• WHAT TO WORK ON: Each entry needs to be repeated exactly, with nothing added or removed.
[Opening RECORDS SHOWN section]
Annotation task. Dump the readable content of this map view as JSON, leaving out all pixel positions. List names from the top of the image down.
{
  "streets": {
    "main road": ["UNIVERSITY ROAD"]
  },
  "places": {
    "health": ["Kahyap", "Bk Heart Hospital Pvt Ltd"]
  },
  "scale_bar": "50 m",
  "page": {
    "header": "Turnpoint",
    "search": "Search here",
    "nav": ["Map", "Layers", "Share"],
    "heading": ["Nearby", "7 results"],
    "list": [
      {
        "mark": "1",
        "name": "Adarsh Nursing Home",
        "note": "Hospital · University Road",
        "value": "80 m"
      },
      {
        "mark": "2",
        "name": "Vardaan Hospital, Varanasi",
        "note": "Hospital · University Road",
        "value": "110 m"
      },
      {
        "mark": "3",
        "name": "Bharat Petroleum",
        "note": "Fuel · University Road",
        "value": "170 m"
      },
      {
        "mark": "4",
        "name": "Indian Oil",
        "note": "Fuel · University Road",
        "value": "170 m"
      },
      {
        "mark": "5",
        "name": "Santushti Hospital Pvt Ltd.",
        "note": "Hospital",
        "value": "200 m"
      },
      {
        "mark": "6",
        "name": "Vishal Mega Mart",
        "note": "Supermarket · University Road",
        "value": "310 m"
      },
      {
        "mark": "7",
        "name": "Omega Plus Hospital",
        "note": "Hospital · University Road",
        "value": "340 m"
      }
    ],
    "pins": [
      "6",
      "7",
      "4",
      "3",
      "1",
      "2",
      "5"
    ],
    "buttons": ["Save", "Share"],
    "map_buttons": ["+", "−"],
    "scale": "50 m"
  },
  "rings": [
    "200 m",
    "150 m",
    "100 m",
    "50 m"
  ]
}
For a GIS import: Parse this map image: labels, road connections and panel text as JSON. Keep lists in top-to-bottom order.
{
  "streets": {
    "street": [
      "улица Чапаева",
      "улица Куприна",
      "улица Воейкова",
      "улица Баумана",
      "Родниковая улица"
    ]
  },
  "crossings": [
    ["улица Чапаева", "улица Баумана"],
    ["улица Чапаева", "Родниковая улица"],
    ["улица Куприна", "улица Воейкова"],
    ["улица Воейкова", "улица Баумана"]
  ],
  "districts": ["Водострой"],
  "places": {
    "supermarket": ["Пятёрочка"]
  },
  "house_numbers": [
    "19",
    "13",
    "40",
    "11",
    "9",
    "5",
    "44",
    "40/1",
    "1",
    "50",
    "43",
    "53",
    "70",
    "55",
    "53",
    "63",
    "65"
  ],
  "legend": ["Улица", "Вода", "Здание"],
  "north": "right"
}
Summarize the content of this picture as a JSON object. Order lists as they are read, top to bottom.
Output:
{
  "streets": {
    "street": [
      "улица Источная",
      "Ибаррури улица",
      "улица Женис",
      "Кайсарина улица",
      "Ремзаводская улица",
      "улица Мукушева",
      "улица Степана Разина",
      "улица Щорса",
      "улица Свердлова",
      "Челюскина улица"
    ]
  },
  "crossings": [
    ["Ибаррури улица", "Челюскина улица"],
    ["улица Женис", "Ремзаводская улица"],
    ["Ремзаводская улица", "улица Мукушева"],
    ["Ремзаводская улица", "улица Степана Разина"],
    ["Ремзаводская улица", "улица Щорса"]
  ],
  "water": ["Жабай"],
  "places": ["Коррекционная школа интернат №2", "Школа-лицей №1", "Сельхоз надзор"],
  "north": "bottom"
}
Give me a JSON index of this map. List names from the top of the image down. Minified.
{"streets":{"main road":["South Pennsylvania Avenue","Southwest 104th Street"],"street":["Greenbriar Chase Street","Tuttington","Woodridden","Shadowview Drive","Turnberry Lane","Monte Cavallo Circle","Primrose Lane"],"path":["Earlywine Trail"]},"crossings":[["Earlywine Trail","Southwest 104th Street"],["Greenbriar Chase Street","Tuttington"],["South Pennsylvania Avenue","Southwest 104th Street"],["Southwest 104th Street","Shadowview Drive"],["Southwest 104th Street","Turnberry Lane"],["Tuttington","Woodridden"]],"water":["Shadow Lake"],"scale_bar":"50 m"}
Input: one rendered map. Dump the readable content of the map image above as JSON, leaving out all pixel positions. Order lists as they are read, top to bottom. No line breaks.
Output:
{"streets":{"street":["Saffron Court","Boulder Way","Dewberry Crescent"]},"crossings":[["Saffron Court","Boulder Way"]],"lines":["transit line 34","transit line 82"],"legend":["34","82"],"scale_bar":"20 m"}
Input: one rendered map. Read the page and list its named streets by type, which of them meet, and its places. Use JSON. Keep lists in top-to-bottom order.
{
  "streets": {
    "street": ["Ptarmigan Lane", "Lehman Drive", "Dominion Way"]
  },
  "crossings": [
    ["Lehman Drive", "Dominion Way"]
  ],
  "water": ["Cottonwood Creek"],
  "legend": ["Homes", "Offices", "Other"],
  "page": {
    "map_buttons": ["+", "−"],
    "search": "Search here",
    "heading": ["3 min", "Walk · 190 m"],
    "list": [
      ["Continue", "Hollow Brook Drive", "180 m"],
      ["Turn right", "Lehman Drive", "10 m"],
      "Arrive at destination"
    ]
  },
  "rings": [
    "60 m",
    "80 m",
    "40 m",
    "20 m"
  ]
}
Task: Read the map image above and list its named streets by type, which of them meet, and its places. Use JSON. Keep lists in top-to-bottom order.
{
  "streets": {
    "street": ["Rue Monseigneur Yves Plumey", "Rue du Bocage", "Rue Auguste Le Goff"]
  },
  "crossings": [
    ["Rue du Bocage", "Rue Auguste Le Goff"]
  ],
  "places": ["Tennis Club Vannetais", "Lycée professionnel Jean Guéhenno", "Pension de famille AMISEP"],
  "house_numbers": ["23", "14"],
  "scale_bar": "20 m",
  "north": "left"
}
[Closing RECORDS SHOWN section]
• EXERCISE RESPONSE:
Annotation task. Dump the readable content of this map view as JSON, leaving out all pixel positions. List names from the top of the image down.
{
  "streets": {
    "main road": ["UNIVERSITY ROAD"]
  },
  "places": {
    "health": ["Kahyap", "Bk Heart Hospital Pvt Ltd"]
  },
  "scale_bar": "50 m",
  "page": {
    "header": "Turnpoint",
    "search": "Search here",
    "nav": ["Map", "Layers", "Share"],
    "heading": ["Nearby", "7 results"],
    "list": [
      {
        "mark": "1",
        "name": "Adarsh Nursing Home",
        "note": "Hospital · University Road",
        "value": "80 m"
      },
      {
        "mark": "2",
        "name": "Vardaan Hospital, Varanasi",
        "note": "Hospital · University Road",
        "value": "110 m"
      },
      {
        "mark": "3",
        "name": "Bharat Petroleum",
        "note": "Fuel · University Road",
        "value": "170 m"
      },
      {
        "mark": "4",
        "name": "Indian Oil",
        "note": "Fuel · University Road",
        "value": "170 m"
      },
      {
        "mark": "5",
        "name": "Santushti Hospital Pvt Ltd.",
        "note": "Hospital",
        "value": "200 m"
      },
      {
        "mark": "6",
        "name": "Vishal Mega Mart",
        "note": "Supermarket · University Road",
        "value": "310 m"
      },
      {
        "mark": "7",
        "name": "Omega Plus Hospital",
        "note": "Hospital · University Road",
        "value": "340 m"
      }
    ],
    "pins": [
      "6",
      "7",
      "4",
      "3",
      "1",
      "2",
      "5"
    ],
    "buttons": ["Save", "Share"],
    "map_buttons": ["+", "−"],
    "scale": "50 m"
  },
  "rings": [
    "200 m",
    "150 m",
    "100 m",
    "50 m"
  ]
}
For a GIS import: Parse this map image: labels, road connections and panel text as JSON. Keep lists in top-to-bottom order.
{
  "streets": {
    "street": [
      "улица Чапаева",
      "улица Куприна",
      "улица Воейкова",
      "улица Баумана",
      "Родниковая улица"
    ]
  },
  "crossings": [
    ["улица Чапаева", "улица Баумана"],
    ["улица Чапаева", "Родниковая улица"],
    ["улица Куприна", "улица Воейкова"],
    ["улица Воейкова", "улица Баумана"]
  ],
  "districts": ["Водострой"],
  "places": {
    "supermarket": ["Пятёрочка"]
  },
  "house_numbers": [
    "19",
    "13",
    "40",
    "11",
    "9",
    "5",
    "44",
    "40/1",
    "1",
    "50",
    "43",
    "53",
    "70",
    "55",
    "53",
    "63",
    "65"
  ],
  "legend": ["Улица", "Вода", "Здание"],
  "north": "right"
}
Summarize the content of this picture as a JSON object. Order lists as they are read, top to bottom.
Output:
{
  "streets": {
    "street": [
      "улица Источная",
      "Ибаррури улица",
      "улица Женис",
      "Кайсарина улица",
      "Ремзаводская улица",
      "улица Мукушева",
      "улица Степана Разина",
      "улица Щорса",
      "улица Свердлова",
      "Челюскина улица"
    ]
  },
  "crossings": [
    ["Ибаррури улица", "Челюскина улица"],
    ["улица Женис", "Ремзаводская улица"],
    ["Ремзаводская улица", "улица Мукушева"],
    ["Ремзаводская улица", "улица Степана Разина"],
    ["Ремзаводская улица", "улица Щорса"]
  ],
  "water": ["Жабай"],
  "places": ["Коррекционная школа интернат №2", "Школа-лицей №1", "Сельхоз надзор"],
  "north": "bottom"
}
Give me a JSON index of this map. List names from the top of the image down. Minified.
{"streets":{"main road":["South Pennsylvania Avenue","Southwest 104th Street"],"street":["Greenbriar Chase Street","Tuttington","Woodridden","Shadowview Drive","Turnberry Lane","Monte Cavallo Circle","Primrose Lane"],"path":["Earlywine Trail"]},"crossings":[["Earlywine Trail","Southwest 104th Street"],["Greenbriar Chase Street","Tuttington"],["South Pennsylvania Avenue","Southwest 104th Street"],["Southwest 104th Street","Shadowview Drive"],["Southwest 104th Street","Turnberry Lane"],["Tuttington","Woodridden"]],"water":["Shadow Lake"],"scale_bar":"50 m"}
Input: one rendered map. Dump the readable content of the map image above as JSON, leaving out all pixel positions. Order lists as they are read, top to bottom. No line breaks.
Output:
{"streets":{"street":["Saffron Court","Boulder Way","Dewberry Crescent"]},"crossings":[["Saffron Court","Boulder Way"]],"lines":["transit line 34","transit line 82"],"legend":["34","82"],"scale_bar":"20 m"}
Input: one rendered map. Read the page and list its named streets by type, which of them meet, and its places. Use JSON. Keep lists in top-to-bottom order.
{
  "streets": {
    "street": ["Ptarmigan Lane", "Lehman Drive", "Dominion Way"]
  },
  "crossings": [
    ["Lehman Drive", "Dominion Way"]
  ],
  "water": ["Cottonwood Creek"],
  "legend": ["Homes", "Offices", "Other"],
  "page": {
    "map_buttons": ["+", "−"],
    "search": "Search here",
    "heading": ["3 min", "Walk · 190 m"],
    "list": [
      ["Continue", "Hollow Brook Drive", "180 m"],
      ["Turn right", "Lehman Drive", "10 m"],
      "Arrive at destination"
    ]
  },
  "rings": [
    "60 m",
    "80 m",
    "40 m",
    "20 m"
  ]
}
Task: Read the map image above and list its named streets by type, which of them meet, and its places. Use JSON. Keep lists in top-to-bottom order.
{
  "streets": {
    "street": ["Rue Monseigneur Yves Plumey", "Rue du Bocage", "Rue Auguste Le Goff"]
  },
  "crossings": [
    ["Rue du Bocage", "Rue Auguste Le Goff"]
  ],
  "places": ["Tennis Club Vannetais", "Lycée professionnel Jean Guéhenno", "Pension de famille AMISEP"],
  "house_numbers": ["23", "14"],
  "scale_bar": "20 m",
  "north": "left"
}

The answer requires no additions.